▸ Data to use:
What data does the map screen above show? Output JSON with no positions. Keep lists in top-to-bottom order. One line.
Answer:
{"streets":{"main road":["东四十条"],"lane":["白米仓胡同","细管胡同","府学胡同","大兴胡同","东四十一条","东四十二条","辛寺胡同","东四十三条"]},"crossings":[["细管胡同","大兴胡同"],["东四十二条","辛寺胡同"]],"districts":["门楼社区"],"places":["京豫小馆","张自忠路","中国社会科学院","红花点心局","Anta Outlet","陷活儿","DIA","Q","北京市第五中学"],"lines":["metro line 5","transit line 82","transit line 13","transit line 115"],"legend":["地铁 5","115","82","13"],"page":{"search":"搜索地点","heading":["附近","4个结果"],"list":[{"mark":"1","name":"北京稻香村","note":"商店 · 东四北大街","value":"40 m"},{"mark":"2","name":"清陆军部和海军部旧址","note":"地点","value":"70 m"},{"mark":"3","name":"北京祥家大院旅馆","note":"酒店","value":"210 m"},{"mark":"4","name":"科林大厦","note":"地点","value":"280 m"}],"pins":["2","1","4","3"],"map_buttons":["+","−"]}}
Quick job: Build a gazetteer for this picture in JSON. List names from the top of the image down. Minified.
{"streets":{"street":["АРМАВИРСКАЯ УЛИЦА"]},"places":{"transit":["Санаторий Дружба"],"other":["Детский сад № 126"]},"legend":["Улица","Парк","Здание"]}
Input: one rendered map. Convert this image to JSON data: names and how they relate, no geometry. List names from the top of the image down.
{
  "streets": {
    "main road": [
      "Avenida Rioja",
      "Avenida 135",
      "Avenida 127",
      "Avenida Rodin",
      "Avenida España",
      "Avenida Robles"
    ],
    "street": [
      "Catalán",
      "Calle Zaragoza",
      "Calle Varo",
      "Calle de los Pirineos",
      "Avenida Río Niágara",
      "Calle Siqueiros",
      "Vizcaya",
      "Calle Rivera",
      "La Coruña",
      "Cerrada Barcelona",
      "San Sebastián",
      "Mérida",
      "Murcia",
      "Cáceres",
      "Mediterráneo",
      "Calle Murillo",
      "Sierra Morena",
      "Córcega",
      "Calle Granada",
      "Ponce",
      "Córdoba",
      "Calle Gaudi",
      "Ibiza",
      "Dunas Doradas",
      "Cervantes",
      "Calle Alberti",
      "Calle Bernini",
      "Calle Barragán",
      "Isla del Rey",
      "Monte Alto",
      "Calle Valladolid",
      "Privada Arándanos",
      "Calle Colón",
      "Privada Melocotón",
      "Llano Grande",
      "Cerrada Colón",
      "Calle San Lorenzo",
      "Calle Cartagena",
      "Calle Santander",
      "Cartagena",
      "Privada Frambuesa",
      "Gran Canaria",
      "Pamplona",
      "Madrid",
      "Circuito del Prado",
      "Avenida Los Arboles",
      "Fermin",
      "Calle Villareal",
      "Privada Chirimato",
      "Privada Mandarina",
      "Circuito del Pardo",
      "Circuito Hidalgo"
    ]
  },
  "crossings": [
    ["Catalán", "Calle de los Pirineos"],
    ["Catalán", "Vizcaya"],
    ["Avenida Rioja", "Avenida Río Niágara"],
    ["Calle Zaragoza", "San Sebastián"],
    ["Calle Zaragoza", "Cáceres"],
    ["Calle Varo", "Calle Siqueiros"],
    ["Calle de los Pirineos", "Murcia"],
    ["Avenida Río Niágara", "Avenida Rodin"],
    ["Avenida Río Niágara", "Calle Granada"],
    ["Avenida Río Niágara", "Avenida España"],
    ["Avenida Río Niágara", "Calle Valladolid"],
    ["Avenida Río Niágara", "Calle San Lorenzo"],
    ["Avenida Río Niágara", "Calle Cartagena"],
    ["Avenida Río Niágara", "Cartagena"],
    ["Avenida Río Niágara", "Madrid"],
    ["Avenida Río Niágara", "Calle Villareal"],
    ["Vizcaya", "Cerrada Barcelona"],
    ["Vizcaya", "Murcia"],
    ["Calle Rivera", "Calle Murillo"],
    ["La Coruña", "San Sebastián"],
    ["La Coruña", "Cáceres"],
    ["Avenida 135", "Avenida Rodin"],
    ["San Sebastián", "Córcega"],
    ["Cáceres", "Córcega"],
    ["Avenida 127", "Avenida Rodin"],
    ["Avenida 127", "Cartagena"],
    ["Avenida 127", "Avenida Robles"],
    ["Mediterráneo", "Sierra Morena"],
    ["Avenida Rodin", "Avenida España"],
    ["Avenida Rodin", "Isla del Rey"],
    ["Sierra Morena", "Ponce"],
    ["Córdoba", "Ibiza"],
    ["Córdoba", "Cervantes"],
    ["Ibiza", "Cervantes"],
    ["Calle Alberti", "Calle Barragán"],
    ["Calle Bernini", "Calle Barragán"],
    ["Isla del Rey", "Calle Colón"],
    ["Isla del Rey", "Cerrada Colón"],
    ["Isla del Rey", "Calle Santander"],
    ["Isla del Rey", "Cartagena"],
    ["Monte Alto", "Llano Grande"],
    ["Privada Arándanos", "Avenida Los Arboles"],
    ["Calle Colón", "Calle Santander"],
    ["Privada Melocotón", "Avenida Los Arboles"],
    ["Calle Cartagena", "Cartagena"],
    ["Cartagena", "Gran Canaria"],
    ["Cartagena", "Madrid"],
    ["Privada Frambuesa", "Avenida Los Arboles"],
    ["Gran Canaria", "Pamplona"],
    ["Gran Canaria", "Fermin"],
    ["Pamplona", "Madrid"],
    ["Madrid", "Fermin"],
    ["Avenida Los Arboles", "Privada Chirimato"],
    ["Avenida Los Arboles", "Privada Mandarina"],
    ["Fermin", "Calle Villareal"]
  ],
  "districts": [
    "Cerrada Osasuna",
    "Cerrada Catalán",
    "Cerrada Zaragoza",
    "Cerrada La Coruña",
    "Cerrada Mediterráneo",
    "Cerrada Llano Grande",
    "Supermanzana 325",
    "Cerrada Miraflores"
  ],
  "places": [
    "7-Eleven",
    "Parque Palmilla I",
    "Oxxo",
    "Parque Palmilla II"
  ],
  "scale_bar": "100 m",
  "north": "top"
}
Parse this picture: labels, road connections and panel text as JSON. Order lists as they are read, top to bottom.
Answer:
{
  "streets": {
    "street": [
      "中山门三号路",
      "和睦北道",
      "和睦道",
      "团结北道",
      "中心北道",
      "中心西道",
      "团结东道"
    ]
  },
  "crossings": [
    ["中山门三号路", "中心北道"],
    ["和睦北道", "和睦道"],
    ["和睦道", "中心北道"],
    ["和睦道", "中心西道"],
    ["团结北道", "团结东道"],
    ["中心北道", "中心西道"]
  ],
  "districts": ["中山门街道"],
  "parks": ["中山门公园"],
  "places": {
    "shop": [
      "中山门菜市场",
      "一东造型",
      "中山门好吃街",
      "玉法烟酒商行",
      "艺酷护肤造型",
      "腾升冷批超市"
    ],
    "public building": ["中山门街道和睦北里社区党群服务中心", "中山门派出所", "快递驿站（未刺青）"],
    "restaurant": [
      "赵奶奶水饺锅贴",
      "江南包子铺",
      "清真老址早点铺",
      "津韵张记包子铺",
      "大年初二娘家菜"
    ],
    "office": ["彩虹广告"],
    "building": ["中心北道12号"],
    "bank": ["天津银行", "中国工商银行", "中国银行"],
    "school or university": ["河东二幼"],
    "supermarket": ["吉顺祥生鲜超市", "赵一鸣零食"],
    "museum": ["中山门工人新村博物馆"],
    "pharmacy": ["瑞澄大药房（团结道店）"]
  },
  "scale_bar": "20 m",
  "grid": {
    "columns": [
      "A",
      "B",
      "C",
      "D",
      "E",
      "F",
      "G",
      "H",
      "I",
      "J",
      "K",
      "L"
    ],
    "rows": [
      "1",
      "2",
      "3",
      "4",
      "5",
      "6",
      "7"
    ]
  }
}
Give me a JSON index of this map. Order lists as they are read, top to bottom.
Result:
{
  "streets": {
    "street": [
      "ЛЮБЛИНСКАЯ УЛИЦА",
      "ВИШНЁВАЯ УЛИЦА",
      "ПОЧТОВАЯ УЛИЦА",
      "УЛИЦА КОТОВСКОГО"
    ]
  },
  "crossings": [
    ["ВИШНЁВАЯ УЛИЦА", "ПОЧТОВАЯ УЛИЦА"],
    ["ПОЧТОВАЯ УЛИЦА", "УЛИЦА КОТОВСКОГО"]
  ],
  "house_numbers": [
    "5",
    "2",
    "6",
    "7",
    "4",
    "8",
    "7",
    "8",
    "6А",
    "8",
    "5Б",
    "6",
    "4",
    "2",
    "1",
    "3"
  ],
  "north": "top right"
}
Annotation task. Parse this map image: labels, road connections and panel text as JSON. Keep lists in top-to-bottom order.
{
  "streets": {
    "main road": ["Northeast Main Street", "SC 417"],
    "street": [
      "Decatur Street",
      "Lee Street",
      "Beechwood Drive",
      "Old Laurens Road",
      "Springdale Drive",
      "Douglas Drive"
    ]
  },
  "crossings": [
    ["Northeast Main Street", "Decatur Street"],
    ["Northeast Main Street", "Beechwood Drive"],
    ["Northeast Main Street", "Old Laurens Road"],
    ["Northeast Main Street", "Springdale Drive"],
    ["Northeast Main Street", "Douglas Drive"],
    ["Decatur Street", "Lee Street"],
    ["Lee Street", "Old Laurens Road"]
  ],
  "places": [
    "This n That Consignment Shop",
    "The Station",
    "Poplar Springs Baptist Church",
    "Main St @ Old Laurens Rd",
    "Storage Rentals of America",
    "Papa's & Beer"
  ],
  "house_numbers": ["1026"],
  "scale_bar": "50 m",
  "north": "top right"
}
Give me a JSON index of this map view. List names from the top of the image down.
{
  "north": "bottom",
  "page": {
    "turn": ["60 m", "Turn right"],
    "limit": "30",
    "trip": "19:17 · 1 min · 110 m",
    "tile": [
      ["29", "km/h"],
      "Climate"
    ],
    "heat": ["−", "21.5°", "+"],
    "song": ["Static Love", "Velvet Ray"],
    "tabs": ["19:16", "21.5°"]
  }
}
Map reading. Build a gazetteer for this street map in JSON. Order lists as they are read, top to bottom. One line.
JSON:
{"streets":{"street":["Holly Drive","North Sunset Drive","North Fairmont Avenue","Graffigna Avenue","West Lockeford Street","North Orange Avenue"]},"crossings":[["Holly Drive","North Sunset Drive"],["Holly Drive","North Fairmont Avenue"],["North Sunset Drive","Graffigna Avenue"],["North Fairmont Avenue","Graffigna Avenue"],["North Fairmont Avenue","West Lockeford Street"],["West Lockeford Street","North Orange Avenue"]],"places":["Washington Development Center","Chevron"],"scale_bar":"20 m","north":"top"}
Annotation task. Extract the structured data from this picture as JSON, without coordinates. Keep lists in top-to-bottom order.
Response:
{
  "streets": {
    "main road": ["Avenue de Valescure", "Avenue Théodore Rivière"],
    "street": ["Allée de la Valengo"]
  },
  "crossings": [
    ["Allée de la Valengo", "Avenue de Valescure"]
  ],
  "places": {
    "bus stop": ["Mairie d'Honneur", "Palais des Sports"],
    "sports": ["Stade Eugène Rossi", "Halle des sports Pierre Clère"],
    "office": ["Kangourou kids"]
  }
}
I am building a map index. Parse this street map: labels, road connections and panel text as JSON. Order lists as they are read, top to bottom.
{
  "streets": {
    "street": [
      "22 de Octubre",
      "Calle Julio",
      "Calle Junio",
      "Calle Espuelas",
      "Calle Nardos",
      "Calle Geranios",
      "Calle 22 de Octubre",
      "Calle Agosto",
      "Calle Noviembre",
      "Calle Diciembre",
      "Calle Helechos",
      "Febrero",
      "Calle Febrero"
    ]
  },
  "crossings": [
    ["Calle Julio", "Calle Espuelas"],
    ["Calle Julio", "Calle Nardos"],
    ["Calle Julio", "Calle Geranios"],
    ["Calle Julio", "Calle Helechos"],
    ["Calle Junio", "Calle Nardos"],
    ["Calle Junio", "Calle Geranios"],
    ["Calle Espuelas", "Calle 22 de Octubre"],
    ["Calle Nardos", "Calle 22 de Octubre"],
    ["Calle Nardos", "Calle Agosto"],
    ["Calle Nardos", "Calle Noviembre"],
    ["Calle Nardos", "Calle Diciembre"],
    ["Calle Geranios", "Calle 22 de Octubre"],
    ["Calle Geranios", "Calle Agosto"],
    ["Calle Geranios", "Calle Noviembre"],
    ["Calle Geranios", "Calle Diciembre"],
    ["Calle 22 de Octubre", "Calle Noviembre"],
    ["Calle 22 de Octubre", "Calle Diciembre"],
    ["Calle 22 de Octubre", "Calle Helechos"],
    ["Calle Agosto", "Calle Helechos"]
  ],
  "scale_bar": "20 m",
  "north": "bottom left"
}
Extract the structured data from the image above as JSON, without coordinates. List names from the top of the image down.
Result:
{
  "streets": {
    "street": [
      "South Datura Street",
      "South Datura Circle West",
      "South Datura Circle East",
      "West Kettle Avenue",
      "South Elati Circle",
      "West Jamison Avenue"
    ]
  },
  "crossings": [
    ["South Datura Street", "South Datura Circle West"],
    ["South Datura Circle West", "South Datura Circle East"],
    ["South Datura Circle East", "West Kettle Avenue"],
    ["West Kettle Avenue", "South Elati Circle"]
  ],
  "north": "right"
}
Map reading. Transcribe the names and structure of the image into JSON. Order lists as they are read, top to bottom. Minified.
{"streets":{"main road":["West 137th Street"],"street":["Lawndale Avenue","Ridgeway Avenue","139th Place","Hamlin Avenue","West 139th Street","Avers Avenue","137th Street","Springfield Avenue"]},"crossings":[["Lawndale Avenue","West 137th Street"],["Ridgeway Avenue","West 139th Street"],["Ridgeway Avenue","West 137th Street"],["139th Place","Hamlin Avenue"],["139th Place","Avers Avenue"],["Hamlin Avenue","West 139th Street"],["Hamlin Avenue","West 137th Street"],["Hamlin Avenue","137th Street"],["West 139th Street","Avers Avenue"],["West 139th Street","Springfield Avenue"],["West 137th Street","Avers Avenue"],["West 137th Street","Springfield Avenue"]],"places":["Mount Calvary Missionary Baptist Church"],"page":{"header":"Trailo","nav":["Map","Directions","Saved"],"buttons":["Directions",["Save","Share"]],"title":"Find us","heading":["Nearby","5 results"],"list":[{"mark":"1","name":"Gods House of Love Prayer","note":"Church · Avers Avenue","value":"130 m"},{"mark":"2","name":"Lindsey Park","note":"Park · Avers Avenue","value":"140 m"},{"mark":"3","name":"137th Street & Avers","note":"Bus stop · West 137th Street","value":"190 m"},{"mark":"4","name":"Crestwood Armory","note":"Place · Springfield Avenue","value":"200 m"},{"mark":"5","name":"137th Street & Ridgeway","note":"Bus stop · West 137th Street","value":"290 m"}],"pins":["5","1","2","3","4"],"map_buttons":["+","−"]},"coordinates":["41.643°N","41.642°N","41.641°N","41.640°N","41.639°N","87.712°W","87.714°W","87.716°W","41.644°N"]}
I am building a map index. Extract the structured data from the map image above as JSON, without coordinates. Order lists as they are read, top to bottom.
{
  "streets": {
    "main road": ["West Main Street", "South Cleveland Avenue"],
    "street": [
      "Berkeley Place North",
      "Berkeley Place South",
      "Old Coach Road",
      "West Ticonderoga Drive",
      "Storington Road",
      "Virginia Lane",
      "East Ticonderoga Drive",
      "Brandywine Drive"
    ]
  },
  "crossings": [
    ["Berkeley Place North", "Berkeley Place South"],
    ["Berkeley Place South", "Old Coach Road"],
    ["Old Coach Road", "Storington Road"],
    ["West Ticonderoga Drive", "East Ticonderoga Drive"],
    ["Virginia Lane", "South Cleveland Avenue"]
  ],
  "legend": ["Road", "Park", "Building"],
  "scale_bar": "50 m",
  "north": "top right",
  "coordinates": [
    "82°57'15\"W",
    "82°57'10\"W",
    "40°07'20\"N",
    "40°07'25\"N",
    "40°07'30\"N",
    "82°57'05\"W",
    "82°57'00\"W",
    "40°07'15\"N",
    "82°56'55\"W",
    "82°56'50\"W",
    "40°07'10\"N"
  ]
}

▸ Task directions: Note which lines carry the word "Bernini" in the material, then copy each of them.

▸ Solved problem:
      "Calle Bernini",
    ["Calle Bernini", "Calle Barragán"],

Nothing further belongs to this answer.